What is the fastest Python PDF library?

PDF Oxide is the fastest Python PDF library, with 0.8ms mean text extraction time — 5.8× faster than PyMuPDF (4.6ms) and 15× faster than pypdf (12.1ms). Benchmarked on 3,830 real-world PDFs with 100% pass rate.

Is PDF Oxide free for commercial use?

Yes. PDF Oxide is MIT licensed — free for all uses including commercial products, SaaS, and proprietary software. No license fees, no sales calls, no AGPL restrictions.

Can PDF Oxide handle scanned PDFs with OCR?

Yes. PDF Oxide includes built-in OCR via PaddleOCR and ONNX Runtime.
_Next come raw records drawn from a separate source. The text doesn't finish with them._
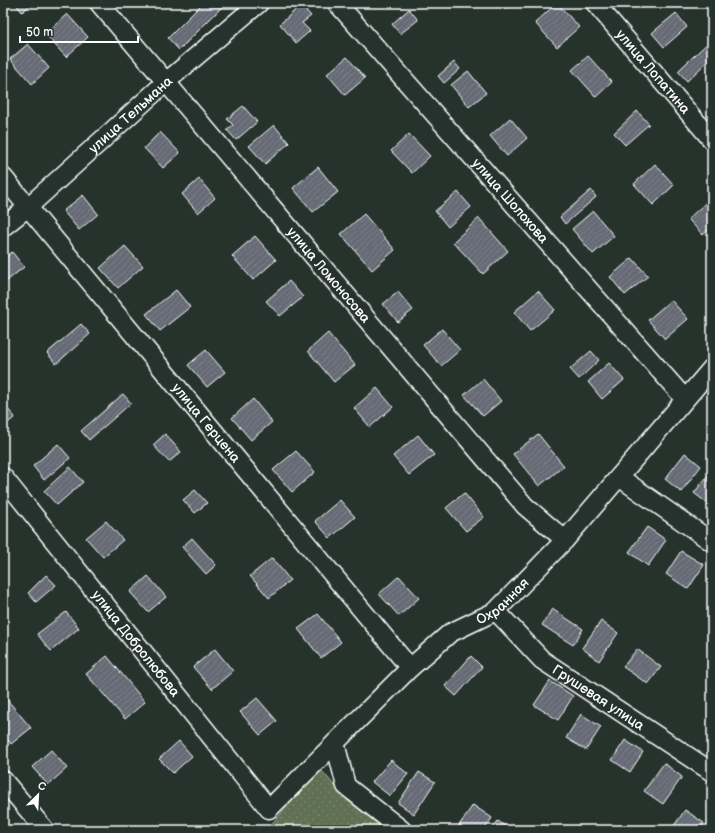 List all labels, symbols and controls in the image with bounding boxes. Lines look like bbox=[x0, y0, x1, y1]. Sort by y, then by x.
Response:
scale bar bbox=[20, 18, 138, 44]
text: 50 m bbox=[26, 25, 53, 40]
street label: улица Лопатина bbox=[613, 26, 695, 118]
street label: улица Тельмана bbox=[85, 72, 176, 157]
street label: улица Шолохова bbox=[469, 155, 553, 247]
street label: улица Ломоносова bbox=[284, 223, 375, 327]
street label: улица Герцена bbox=[169, 379, 245, 466]
street label: Охранная bbox=[473, 574, 532, 628]
street label: улица Добролюбова bbox=[88, 587, 184, 700]
street label: Грушевая улица bbox=[549, 661, 648, 734]
north arrow bbox=[18, 775, 58, 815]
text: С bbox=[36, 779, 48, 794] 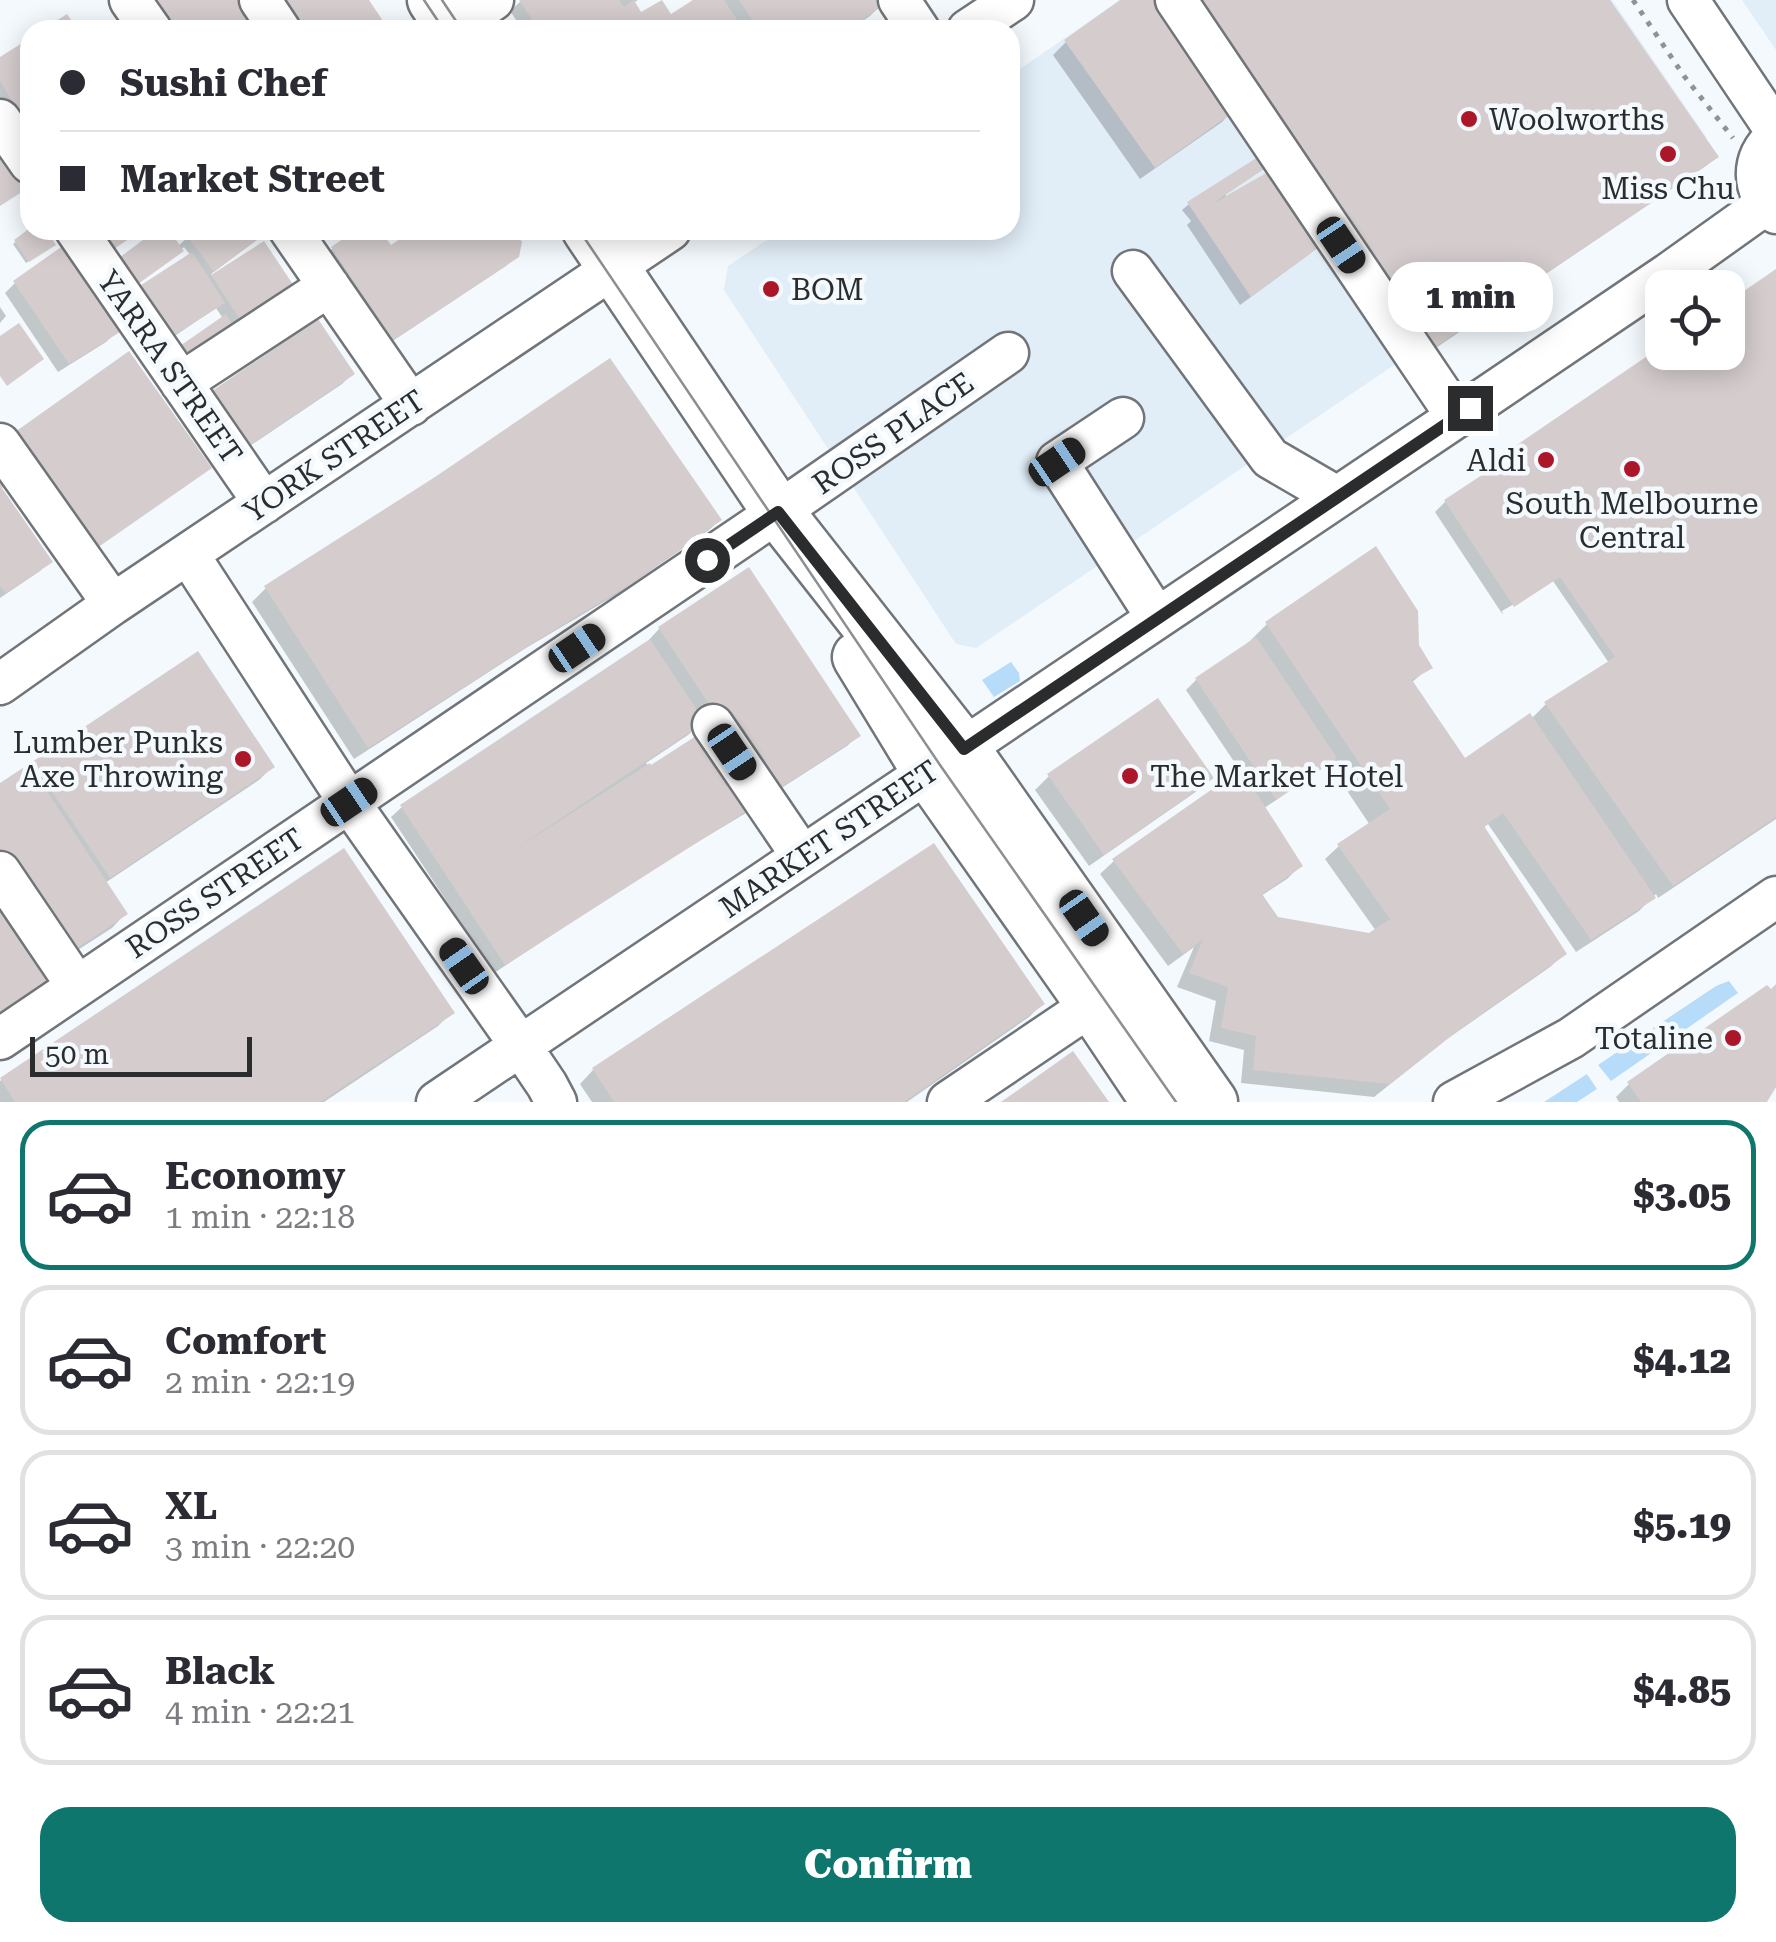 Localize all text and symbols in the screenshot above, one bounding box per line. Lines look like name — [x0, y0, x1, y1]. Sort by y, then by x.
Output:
text: Sushi Chef — [120, 61, 327, 105]
place label: Woolworths — [1489, 102, 1665, 137]
marker: Woolworths — [1458, 108, 1480, 130]
marker: Miss Chu — [1657, 143, 1679, 165]
text: Market Street — [120, 157, 385, 201]
place label: Miss Chu — [1601, 171, 1735, 206]
car — [1312, 212, 1370, 278]
callout: 1 min — [1388, 263, 1552, 333]
street label: YARRA STREET — [90, 264, 250, 470]
map controls — [1645, 270, 1745, 370]
button: locate — [1645, 270, 1745, 370]
place label: BOM — [791, 272, 863, 307]
marker: BOM — [760, 278, 782, 300]
text: 1 min — [1426, 278, 1515, 316]
street label: ROSS PLACE — [806, 365, 980, 501]
street label: YORK STREET — [237, 383, 431, 529]
route end — [1448, 386, 1493, 431]
car — [1024, 433, 1090, 491]
place label: Aldi — [1467, 443, 1526, 478]
marker: Aldi — [1535, 449, 1557, 471]
marker: South Melbourne Central — [1621, 458, 1643, 480]
place label: South Melbourne Central — [1506, 486, 1758, 555]
route start — [685, 538, 730, 583]
car — [544, 619, 610, 677]
car — [703, 719, 761, 785]
place label: Lumber Punks Axe Throwing — [13, 725, 223, 794]
marker: Lumber Punks Axe Throwing — [232, 748, 254, 770]
street label: MARKET STREET — [713, 753, 945, 925]
place label: The Market Hotel — [1150, 759, 1403, 794]
marker: The Market Hotel — [1119, 765, 1141, 787]
car — [316, 773, 382, 831]
street label: ROSS STREET — [120, 821, 310, 965]
car — [1055, 885, 1113, 951]
car — [435, 933, 493, 999]
place label: Totaline — [1595, 1021, 1713, 1056]
marker: Totaline — [1722, 1027, 1744, 1049]
scale bar — [30, 1032, 252, 1076]
text: 50 m — [45, 1038, 109, 1071]
icon: car — [45, 1150, 135, 1240]
text: Economy — [165, 1154, 345, 1198]
text: $3.05 — [1633, 1173, 1731, 1217]
text: 1 min · 22:18 — [165, 1198, 355, 1236]
icon: car — [45, 1315, 135, 1405]
text: Comfort — [165, 1319, 326, 1363]
text: $4.12 — [1633, 1338, 1731, 1382]
text: 2 min · 22:19 — [165, 1363, 355, 1401]
icon: car — [45, 1480, 135, 1570]
text: XL — [165, 1484, 217, 1528]
text: $5.19 — [1633, 1503, 1731, 1547]
text: 3 min · 22:20 — [165, 1528, 355, 1566]
icon: car — [45, 1645, 135, 1735]
text: Black — [165, 1649, 275, 1693]
text: $4.85 — [1633, 1668, 1731, 1712]
text: 4 min · 22:21 — [165, 1693, 355, 1731]
button: Confirm — [40, 1807, 1736, 1922] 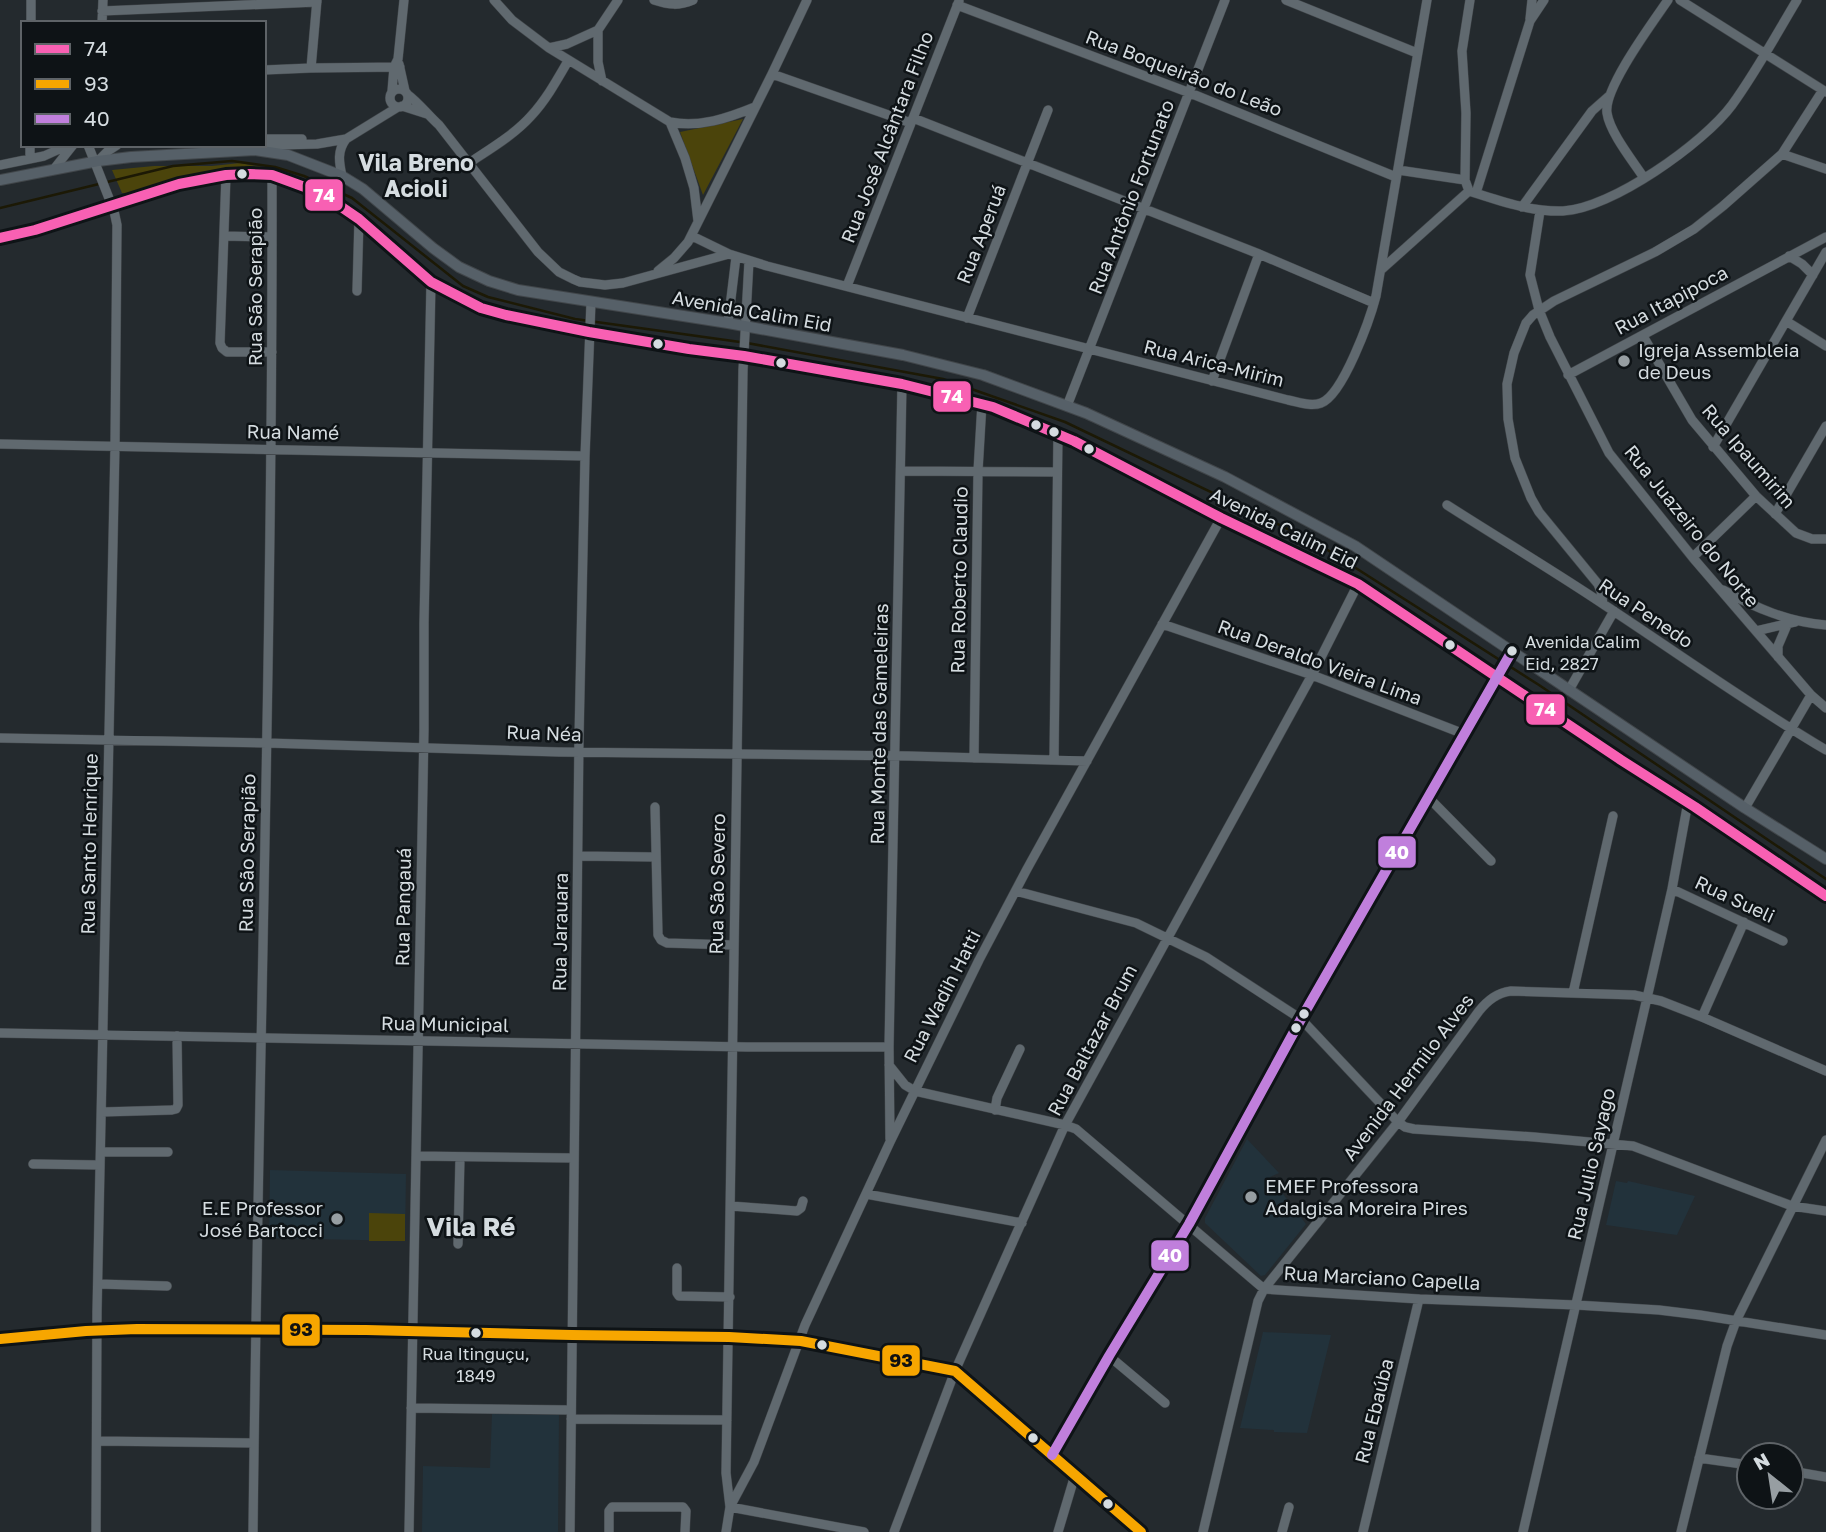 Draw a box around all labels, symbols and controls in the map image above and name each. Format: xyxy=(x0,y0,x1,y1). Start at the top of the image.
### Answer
legend xyxy=(21,21,266,147)
street label: Rua Boqueirão do Leão xyxy=(1083,24,1286,121)
street label: Rua José Alcântara Filho xyxy=(836,28,938,246)
text: 74 xyxy=(84,35,108,61)
text: 93 xyxy=(84,70,109,96)
street label: Rua Antônio Fortunato xyxy=(1083,96,1178,297)
text: 40 xyxy=(84,105,110,131)
district label: Vila Breno Acioli xyxy=(358,148,474,202)
unlabelled marker xyxy=(235,167,249,181)
line badge: 74 xyxy=(304,178,344,212)
street label: Rua Aperuá xyxy=(951,181,1010,287)
text: 74 xyxy=(313,183,335,206)
street label: Rua São Serapião xyxy=(243,208,266,366)
street label: Rua Itapipoca xyxy=(1610,260,1731,339)
street label: Avenida Calim Eid xyxy=(671,285,834,336)
street label: Rua Arica-Mirim xyxy=(1142,334,1287,391)
unlabelled marker xyxy=(651,337,665,351)
place label: Igreja Assembleia de Deus xyxy=(1638,338,1800,383)
marker: Igreja Assembleia de Deus xyxy=(1616,353,1632,369)
unlabelled marker xyxy=(774,356,788,370)
line badge: 74 xyxy=(932,380,972,413)
text: 74 xyxy=(941,384,963,407)
street label: Rua Ipaumirim xyxy=(1698,399,1801,513)
unlabelled marker xyxy=(1029,418,1043,432)
street label: Rua Namé xyxy=(247,419,339,444)
unlabelled marker xyxy=(1047,425,1061,439)
street label: Rua Juazeiro do Norte xyxy=(1620,440,1765,611)
unlabelled marker xyxy=(1082,442,1096,456)
street label: Avenida Calim Eid xyxy=(1207,482,1362,573)
street label: Rua Roberto Claudio xyxy=(945,486,972,674)
street label: Rua Penedo xyxy=(1595,573,1698,652)
street label: Rua Monte das Gameleiras xyxy=(865,603,892,845)
street label: Rua Deraldo Vieira Lima xyxy=(1215,614,1425,709)
place label: Avenida Calim Eid, 2827 xyxy=(1525,631,1640,674)
unlabelled marker xyxy=(1443,638,1457,652)
marker: Avenida Calim Eid, 2827 xyxy=(1505,644,1519,658)
line badge: 74 xyxy=(1525,693,1566,726)
text: 74 xyxy=(1534,697,1556,720)
street label: Rua Néa xyxy=(506,720,582,745)
street label: Rua Santo Henrique xyxy=(75,753,102,935)
street label: Rua São Serapião xyxy=(234,773,259,932)
street label: Rua São Severo xyxy=(704,813,729,955)
line badge: 40 xyxy=(1377,835,1417,869)
text: 40 xyxy=(1385,840,1409,863)
street label: Rua Pangauá xyxy=(390,847,415,967)
street label: Rua Sueli xyxy=(1692,870,1779,927)
street label: Rua Jarauara xyxy=(547,872,572,992)
street label: Rua Wadih Hatti xyxy=(898,925,985,1066)
street label: Rua Baltazar Brum xyxy=(1042,960,1141,1119)
street label: Avenida Hermilo Alves xyxy=(1337,989,1478,1165)
unlabelled marker xyxy=(1297,1007,1311,1021)
street label: Rua Municipal xyxy=(381,1011,509,1036)
unlabelled marker xyxy=(1289,1021,1303,1035)
street label: Rua Julio Sayago xyxy=(1562,1086,1619,1242)
place label: EMEF Professora Adalgisa Moreira Pires xyxy=(1265,1174,1468,1219)
marker: EMEF Professora Adalgisa Moreira Pires xyxy=(1243,1189,1259,1205)
place label: E.E Professor José Bartocci xyxy=(199,1196,324,1241)
marker: E.E Professor José Bartocci xyxy=(329,1211,345,1227)
district label: Vila Ré xyxy=(427,1211,515,1242)
line badge: 40 xyxy=(1150,1239,1190,1272)
text: 40 xyxy=(1158,1243,1182,1266)
street label: Rua Marciano Capella xyxy=(1283,1261,1481,1294)
line badge: 93 xyxy=(281,1313,321,1347)
text: 93 xyxy=(289,1317,313,1340)
marker: Rua Itinguçu, 1849 xyxy=(469,1326,483,1340)
unlabelled marker xyxy=(815,1338,829,1352)
place label: Rua Itinguçu, 1849 xyxy=(422,1343,530,1386)
line badge: 93 xyxy=(881,1344,921,1377)
text: 93 xyxy=(889,1348,913,1371)
street label: Rua Ebaúba xyxy=(1349,1356,1398,1466)
unlabelled marker xyxy=(1026,1431,1040,1445)
north arrow xyxy=(1735,1441,1805,1511)
text: N xyxy=(1749,1447,1773,1474)
unlabelled marker xyxy=(1101,1497,1115,1511)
No Tesseract installation needed — just pip install pdf_oxide and use extract_text_ocr(). Supports PP-OCRv3, v4, and v5 models.

Does PDF Oxide support XFA forms?

Yes. PDF Oxide is the only Python PDF library that can detect, analyze, and extract data from XFA forms (XML Forms Architecture). PyMuPDF, pypdf, pdfplumber, and pdfminer cannot read XFA form data.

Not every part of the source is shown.